Filter these entries so that only lines with the word "relative" remain.

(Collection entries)
________________________
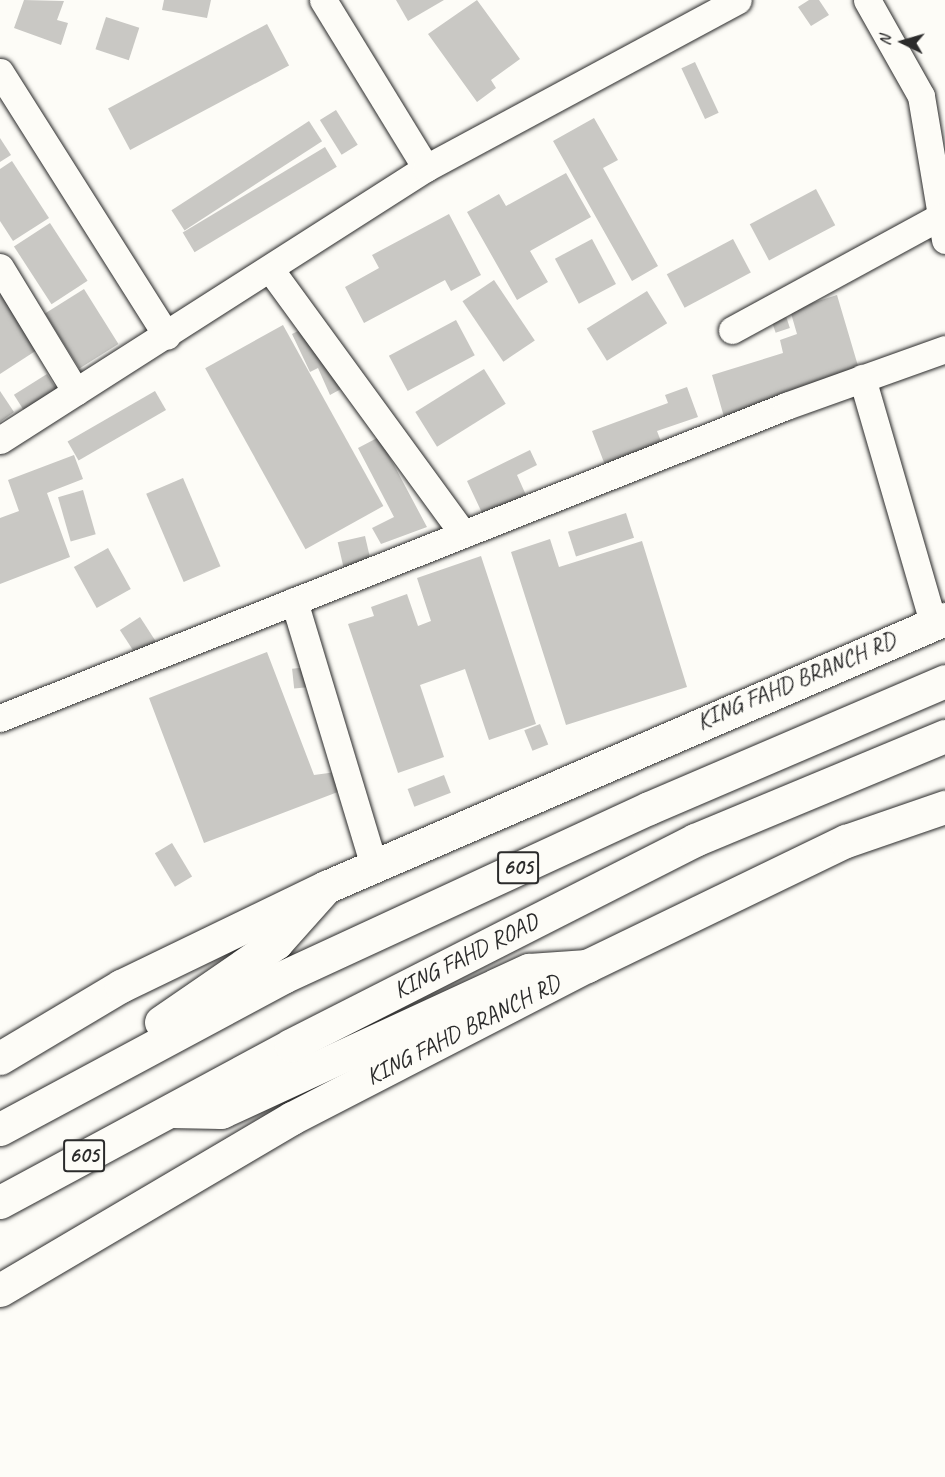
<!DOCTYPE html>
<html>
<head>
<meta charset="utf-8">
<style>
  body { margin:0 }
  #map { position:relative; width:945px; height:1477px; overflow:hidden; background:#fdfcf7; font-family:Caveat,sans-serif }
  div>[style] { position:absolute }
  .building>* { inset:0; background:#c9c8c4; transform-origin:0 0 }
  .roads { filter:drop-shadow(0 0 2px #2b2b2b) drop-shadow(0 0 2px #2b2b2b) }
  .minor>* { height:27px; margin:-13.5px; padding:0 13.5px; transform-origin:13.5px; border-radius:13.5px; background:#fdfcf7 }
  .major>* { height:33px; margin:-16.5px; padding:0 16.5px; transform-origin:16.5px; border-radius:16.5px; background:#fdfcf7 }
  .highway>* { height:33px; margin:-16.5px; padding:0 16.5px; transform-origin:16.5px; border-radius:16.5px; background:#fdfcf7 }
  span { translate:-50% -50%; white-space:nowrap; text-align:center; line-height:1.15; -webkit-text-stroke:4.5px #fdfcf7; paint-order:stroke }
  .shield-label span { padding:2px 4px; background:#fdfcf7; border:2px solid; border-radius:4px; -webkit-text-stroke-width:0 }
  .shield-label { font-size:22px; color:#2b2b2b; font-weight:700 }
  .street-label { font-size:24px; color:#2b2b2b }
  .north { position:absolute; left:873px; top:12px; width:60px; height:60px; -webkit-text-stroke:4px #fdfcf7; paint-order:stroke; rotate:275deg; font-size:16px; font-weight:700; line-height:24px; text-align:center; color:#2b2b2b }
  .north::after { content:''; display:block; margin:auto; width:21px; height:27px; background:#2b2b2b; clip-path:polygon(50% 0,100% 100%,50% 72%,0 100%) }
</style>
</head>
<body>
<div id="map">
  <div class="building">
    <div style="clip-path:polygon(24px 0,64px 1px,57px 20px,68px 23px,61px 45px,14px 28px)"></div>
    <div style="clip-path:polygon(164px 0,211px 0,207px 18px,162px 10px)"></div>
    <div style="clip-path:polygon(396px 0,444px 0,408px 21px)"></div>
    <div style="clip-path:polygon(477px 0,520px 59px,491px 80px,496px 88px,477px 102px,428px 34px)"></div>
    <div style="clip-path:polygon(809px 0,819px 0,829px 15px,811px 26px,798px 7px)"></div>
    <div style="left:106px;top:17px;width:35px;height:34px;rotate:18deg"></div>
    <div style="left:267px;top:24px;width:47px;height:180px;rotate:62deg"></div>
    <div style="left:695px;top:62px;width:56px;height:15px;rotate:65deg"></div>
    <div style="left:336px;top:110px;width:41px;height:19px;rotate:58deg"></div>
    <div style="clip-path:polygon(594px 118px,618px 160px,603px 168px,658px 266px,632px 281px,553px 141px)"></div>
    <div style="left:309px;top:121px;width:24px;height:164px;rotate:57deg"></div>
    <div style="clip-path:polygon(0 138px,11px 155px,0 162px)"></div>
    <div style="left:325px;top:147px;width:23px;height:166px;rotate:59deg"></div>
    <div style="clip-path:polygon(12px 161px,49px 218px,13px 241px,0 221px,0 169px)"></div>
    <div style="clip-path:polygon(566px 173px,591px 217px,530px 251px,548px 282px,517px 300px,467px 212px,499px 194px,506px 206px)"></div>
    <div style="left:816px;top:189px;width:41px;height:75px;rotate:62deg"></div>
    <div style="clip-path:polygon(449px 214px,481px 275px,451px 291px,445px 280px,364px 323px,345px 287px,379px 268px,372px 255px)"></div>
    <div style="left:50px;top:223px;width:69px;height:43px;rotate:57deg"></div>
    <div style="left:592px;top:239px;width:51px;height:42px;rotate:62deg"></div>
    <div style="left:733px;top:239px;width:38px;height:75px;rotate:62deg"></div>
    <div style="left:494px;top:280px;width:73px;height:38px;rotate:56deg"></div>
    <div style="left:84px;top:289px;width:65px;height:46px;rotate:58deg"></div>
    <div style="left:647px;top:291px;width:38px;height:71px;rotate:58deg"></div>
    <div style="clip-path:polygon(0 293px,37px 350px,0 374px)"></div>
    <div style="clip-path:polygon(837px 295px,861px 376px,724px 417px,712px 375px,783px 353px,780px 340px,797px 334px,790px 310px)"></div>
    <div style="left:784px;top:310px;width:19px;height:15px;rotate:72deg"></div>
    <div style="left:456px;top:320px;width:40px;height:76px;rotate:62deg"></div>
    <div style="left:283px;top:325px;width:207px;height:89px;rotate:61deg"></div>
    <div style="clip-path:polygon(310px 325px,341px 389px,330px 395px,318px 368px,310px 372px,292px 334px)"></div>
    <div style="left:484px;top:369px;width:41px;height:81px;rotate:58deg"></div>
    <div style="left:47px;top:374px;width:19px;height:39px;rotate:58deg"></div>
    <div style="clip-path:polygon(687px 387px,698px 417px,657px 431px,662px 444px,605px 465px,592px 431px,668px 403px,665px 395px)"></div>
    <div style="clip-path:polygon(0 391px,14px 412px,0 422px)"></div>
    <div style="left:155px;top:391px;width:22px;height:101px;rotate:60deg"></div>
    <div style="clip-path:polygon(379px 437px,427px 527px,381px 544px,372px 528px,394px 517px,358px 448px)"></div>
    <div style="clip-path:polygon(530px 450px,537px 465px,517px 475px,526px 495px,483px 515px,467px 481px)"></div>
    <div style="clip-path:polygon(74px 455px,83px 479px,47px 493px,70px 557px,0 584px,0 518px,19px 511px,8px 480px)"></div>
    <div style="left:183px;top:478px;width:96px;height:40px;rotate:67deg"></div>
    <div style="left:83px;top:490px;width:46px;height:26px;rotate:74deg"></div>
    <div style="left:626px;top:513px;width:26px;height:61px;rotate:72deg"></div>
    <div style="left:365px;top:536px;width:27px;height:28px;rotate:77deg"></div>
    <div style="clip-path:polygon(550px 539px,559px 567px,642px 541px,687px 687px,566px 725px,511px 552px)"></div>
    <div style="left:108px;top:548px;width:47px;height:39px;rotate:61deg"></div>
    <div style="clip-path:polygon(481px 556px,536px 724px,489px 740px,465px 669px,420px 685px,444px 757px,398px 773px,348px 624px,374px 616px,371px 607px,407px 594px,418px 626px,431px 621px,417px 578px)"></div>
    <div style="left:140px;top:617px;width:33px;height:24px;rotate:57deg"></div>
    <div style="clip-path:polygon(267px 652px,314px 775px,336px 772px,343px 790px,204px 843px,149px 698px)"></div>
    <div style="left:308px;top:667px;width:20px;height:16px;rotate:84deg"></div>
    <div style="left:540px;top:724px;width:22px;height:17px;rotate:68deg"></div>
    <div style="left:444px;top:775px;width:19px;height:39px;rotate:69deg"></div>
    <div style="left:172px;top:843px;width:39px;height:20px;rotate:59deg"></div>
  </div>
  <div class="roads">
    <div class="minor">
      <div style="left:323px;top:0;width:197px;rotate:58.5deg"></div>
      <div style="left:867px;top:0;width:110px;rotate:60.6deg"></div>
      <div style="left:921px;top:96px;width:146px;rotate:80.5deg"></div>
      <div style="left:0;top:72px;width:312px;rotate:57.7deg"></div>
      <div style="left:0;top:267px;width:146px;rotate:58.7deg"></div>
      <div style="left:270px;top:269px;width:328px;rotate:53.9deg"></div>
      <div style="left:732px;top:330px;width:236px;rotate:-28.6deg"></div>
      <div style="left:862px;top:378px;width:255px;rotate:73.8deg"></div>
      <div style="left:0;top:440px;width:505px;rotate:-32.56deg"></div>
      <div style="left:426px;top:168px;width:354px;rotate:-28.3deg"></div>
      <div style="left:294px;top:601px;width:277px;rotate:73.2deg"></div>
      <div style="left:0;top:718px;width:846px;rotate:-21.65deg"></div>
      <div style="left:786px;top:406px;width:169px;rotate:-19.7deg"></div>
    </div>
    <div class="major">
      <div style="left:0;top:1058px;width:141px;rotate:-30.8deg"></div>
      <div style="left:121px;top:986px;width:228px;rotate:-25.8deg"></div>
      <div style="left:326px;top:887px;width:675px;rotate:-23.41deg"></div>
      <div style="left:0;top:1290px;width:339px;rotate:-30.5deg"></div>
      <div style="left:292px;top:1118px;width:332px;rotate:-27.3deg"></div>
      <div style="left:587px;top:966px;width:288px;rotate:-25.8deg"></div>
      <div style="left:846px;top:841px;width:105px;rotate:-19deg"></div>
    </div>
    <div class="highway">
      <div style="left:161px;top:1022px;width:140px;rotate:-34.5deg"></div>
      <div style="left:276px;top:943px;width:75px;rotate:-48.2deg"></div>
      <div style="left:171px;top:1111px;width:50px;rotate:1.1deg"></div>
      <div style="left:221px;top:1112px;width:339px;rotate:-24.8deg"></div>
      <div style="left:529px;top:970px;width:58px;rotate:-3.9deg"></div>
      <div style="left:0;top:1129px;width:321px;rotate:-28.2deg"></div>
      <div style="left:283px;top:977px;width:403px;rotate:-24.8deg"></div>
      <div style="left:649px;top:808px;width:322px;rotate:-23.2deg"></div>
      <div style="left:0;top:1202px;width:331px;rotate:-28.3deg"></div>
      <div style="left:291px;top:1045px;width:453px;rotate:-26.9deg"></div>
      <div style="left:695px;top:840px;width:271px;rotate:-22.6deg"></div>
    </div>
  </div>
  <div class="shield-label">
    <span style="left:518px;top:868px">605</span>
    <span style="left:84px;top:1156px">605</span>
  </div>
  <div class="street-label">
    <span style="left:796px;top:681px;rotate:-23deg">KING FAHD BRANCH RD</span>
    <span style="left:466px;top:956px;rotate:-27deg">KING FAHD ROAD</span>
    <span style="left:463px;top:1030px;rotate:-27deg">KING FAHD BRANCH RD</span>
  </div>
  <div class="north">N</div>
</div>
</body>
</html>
________________________
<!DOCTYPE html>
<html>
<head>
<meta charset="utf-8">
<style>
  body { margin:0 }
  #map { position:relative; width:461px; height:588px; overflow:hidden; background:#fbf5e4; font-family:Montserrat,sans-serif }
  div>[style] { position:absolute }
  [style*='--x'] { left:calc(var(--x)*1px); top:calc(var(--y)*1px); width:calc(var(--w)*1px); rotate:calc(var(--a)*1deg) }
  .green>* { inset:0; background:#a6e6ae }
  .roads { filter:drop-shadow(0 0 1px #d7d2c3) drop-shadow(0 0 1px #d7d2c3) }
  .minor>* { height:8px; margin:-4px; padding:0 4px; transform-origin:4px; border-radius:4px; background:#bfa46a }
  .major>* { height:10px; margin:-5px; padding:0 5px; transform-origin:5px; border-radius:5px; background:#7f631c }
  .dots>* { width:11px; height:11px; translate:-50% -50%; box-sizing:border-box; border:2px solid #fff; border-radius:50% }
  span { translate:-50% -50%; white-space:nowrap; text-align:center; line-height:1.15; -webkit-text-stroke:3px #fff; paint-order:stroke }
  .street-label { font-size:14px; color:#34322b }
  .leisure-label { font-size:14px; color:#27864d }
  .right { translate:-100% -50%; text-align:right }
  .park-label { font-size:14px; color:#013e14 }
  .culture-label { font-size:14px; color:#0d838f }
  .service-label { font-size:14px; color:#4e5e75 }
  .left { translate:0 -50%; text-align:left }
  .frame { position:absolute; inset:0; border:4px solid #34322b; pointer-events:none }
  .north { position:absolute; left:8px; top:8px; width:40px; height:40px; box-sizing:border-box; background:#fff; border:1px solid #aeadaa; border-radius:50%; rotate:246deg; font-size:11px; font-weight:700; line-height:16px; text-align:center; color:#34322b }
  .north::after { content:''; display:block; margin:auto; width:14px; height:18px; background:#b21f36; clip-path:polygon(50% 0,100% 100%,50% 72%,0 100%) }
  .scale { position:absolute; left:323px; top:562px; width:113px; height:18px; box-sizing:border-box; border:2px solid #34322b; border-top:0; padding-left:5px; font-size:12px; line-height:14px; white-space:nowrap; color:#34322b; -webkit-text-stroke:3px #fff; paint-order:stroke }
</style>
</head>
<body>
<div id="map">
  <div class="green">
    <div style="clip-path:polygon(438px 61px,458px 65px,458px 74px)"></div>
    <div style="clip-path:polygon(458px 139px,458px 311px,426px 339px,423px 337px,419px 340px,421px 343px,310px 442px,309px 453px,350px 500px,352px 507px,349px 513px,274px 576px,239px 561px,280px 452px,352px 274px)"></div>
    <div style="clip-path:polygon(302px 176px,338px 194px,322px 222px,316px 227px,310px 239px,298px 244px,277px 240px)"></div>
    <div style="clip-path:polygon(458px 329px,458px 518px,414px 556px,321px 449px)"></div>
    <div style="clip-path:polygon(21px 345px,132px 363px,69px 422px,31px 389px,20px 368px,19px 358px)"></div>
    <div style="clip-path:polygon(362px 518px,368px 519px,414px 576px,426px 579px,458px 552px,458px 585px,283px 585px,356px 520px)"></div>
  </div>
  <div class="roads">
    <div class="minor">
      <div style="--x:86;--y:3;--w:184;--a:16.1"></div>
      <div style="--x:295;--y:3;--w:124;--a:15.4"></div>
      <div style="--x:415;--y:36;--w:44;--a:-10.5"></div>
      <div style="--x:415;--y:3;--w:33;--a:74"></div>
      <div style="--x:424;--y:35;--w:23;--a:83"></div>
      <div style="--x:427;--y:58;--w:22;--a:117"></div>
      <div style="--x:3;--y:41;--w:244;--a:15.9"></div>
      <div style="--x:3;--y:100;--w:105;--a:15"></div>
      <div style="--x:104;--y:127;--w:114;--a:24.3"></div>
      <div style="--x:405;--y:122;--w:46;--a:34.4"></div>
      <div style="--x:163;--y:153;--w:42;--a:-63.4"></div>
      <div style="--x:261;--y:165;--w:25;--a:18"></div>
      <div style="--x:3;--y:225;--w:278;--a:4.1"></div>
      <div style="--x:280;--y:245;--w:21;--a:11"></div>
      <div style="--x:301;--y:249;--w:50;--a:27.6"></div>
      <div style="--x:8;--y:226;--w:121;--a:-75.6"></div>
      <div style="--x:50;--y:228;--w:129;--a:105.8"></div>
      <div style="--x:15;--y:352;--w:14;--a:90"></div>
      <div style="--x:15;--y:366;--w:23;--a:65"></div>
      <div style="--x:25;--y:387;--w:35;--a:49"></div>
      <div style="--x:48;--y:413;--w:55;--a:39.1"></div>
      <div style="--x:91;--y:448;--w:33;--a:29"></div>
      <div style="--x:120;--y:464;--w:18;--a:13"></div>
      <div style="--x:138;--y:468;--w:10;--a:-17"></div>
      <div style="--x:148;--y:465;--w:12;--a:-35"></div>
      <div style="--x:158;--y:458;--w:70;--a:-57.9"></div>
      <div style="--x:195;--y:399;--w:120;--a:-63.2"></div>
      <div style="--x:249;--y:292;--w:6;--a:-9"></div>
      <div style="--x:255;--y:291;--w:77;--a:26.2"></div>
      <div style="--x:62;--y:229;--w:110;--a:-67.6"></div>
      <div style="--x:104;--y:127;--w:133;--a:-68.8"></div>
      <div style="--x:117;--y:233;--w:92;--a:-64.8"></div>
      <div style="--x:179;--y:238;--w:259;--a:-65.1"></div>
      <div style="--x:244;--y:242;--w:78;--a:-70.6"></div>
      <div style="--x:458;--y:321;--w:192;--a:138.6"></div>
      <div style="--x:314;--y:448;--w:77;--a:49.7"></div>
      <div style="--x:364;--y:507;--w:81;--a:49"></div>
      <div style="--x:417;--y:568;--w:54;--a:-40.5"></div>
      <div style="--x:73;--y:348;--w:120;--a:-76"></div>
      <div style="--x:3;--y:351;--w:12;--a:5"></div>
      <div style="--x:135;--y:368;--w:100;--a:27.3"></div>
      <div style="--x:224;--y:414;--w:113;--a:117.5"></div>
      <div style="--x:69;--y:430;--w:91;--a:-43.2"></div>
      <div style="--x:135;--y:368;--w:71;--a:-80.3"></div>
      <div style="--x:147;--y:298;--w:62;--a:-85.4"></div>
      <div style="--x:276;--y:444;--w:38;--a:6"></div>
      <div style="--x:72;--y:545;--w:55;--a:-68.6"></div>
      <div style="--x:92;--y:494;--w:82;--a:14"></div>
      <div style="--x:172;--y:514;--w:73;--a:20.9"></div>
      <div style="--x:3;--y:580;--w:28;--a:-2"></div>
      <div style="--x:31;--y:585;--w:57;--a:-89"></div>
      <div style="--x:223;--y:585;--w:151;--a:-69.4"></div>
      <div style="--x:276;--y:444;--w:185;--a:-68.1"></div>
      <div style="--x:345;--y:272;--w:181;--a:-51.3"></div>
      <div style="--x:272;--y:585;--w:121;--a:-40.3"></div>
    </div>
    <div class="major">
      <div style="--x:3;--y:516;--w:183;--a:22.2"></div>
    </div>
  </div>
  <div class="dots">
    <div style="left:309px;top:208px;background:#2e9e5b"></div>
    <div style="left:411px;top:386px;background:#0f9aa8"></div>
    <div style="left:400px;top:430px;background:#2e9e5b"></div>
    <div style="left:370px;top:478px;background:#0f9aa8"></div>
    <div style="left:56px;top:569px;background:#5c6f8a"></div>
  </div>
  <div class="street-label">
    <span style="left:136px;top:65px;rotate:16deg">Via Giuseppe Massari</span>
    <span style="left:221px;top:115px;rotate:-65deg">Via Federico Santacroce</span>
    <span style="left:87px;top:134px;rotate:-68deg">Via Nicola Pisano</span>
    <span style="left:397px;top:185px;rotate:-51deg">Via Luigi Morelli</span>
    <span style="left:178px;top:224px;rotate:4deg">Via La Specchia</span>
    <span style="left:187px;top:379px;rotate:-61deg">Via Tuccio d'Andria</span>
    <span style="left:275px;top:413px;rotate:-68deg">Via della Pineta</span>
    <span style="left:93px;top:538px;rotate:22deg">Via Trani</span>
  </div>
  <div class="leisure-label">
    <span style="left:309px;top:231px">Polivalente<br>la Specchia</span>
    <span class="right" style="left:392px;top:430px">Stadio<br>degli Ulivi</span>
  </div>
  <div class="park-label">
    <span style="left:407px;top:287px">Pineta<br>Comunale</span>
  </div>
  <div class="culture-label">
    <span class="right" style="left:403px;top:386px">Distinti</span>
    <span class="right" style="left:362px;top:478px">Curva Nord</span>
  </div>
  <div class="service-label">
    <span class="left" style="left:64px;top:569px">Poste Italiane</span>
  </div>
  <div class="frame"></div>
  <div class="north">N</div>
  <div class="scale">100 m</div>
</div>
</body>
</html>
________________________
_SOLUTION TO THE PROBLEM_
  #map { position:relative; width:945px; height:1477px; overflow:hidden; background:#fdfcf7; font-family:Caveat,sans-serif }
  #map { position:relative; width:461px; height:588px; overflow:hidden; background:#fbf5e4; font-family:Montserrat,sans-serif }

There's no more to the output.